Give the number of lines below with "halo" in them, leaving out anything else.

*** DATA IN THIS EXERCISE Section Begins ***

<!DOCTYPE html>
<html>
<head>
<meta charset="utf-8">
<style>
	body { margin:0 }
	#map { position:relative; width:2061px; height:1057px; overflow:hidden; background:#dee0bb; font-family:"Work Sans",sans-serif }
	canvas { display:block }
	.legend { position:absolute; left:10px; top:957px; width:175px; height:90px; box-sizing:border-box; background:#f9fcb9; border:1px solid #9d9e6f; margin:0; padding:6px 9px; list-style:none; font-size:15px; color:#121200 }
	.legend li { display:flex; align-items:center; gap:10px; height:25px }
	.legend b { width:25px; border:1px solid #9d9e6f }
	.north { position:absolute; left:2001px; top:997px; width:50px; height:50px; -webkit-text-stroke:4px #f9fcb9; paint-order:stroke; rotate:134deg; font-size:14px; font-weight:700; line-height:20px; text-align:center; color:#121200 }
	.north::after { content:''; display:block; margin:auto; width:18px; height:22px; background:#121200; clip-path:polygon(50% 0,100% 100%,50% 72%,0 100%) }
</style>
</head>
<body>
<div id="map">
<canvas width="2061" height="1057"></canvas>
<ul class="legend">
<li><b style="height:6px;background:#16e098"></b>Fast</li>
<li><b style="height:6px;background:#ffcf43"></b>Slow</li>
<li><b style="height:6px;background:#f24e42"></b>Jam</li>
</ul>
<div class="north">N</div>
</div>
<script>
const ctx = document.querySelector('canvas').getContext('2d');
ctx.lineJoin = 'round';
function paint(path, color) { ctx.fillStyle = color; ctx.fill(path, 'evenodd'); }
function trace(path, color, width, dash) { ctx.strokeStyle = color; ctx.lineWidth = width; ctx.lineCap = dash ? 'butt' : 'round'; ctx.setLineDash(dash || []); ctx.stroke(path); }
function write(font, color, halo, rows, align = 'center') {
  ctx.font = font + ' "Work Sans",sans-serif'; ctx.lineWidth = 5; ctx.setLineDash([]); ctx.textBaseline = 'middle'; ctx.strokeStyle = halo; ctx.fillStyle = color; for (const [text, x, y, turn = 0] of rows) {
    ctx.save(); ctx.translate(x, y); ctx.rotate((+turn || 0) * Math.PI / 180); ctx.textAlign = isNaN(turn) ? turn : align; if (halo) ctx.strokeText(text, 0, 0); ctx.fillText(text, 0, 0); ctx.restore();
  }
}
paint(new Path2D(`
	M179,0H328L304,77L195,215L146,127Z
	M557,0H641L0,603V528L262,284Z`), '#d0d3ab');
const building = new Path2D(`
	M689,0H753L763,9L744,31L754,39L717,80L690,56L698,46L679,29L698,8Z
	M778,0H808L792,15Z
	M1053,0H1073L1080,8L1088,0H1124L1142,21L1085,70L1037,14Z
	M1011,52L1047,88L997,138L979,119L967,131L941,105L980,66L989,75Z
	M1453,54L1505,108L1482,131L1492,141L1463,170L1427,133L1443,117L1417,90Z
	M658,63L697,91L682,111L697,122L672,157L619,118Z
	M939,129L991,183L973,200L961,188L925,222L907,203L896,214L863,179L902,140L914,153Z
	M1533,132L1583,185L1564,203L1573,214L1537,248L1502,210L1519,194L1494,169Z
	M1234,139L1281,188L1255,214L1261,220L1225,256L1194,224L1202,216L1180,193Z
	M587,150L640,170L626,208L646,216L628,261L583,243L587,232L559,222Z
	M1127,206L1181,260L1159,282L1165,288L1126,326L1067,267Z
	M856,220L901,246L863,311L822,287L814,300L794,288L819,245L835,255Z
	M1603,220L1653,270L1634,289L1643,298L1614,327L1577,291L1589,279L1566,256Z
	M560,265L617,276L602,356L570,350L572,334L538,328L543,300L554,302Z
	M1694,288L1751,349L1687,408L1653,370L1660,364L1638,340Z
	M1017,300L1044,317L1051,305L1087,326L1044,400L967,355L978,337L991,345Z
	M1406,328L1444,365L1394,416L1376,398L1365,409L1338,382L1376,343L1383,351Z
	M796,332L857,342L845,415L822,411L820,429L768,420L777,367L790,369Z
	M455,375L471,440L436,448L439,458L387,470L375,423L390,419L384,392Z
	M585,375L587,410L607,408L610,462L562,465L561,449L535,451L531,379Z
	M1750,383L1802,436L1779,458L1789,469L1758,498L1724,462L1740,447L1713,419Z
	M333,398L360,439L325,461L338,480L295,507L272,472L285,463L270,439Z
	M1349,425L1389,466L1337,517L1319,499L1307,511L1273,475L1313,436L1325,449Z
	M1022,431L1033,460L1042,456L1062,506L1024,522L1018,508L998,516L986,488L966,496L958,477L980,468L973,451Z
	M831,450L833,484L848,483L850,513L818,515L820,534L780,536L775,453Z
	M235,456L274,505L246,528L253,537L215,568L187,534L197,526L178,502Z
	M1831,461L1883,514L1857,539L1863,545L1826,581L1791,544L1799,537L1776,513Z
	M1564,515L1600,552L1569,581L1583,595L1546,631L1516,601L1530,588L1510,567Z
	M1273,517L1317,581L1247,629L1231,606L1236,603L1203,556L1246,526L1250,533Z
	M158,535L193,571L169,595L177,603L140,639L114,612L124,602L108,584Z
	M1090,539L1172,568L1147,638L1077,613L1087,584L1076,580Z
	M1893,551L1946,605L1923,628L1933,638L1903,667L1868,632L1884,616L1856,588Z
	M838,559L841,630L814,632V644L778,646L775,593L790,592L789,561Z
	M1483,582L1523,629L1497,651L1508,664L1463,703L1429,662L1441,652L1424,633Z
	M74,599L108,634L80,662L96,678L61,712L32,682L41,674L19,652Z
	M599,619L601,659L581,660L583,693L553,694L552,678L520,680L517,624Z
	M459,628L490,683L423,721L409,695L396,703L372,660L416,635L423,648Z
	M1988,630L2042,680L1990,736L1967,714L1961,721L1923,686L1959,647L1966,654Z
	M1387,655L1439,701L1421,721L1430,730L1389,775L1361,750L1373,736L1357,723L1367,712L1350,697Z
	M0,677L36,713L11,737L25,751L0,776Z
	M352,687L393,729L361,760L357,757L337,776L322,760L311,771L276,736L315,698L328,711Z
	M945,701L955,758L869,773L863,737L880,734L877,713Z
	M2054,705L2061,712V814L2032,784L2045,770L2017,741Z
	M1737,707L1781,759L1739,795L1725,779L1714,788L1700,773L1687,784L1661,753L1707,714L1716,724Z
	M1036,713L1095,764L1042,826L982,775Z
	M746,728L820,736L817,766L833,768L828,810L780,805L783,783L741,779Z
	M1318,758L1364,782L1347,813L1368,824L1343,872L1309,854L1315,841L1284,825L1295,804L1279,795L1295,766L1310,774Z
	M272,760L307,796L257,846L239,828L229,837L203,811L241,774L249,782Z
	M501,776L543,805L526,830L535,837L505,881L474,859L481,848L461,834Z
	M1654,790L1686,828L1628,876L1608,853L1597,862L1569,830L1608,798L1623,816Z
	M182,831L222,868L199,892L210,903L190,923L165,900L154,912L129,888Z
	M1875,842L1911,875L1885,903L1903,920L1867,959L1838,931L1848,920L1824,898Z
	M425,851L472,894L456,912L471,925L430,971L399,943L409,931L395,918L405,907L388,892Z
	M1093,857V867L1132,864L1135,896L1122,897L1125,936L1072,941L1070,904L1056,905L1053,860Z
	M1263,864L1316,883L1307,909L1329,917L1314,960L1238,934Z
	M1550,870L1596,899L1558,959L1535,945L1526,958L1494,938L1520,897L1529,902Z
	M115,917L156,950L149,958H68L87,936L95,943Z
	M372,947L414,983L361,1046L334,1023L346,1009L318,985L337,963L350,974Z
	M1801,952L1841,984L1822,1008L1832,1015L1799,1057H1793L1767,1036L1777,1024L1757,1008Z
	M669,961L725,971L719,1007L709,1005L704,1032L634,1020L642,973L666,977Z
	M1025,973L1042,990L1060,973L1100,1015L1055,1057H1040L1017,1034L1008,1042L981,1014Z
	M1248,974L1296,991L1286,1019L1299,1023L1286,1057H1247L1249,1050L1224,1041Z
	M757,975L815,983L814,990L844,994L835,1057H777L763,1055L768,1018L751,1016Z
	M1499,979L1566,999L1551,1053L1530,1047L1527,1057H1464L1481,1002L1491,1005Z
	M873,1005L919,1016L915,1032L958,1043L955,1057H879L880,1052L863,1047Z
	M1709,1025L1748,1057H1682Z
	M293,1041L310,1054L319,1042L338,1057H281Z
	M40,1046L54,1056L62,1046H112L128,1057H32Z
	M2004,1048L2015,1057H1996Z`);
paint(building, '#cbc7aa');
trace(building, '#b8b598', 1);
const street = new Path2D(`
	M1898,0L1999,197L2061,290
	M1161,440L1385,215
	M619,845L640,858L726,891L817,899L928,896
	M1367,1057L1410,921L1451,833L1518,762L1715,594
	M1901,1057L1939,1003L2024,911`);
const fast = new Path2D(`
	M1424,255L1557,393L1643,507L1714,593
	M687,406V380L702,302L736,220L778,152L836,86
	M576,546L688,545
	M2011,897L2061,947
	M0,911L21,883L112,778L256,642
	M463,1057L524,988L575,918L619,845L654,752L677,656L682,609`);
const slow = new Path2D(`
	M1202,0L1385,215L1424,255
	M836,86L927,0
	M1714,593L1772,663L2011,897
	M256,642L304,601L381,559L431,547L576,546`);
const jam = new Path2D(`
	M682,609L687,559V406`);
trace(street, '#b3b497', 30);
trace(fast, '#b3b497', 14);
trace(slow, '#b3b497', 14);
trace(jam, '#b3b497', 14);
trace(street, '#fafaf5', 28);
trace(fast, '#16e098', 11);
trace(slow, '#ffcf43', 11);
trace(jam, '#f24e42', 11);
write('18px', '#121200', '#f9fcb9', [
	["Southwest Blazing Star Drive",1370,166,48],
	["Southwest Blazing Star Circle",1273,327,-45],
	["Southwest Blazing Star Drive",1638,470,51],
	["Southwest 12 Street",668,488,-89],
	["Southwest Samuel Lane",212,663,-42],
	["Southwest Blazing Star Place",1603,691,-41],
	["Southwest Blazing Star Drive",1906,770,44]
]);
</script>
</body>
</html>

*** DATA IN THIS EXERCISE Section Ends ***

SOLUTION:
3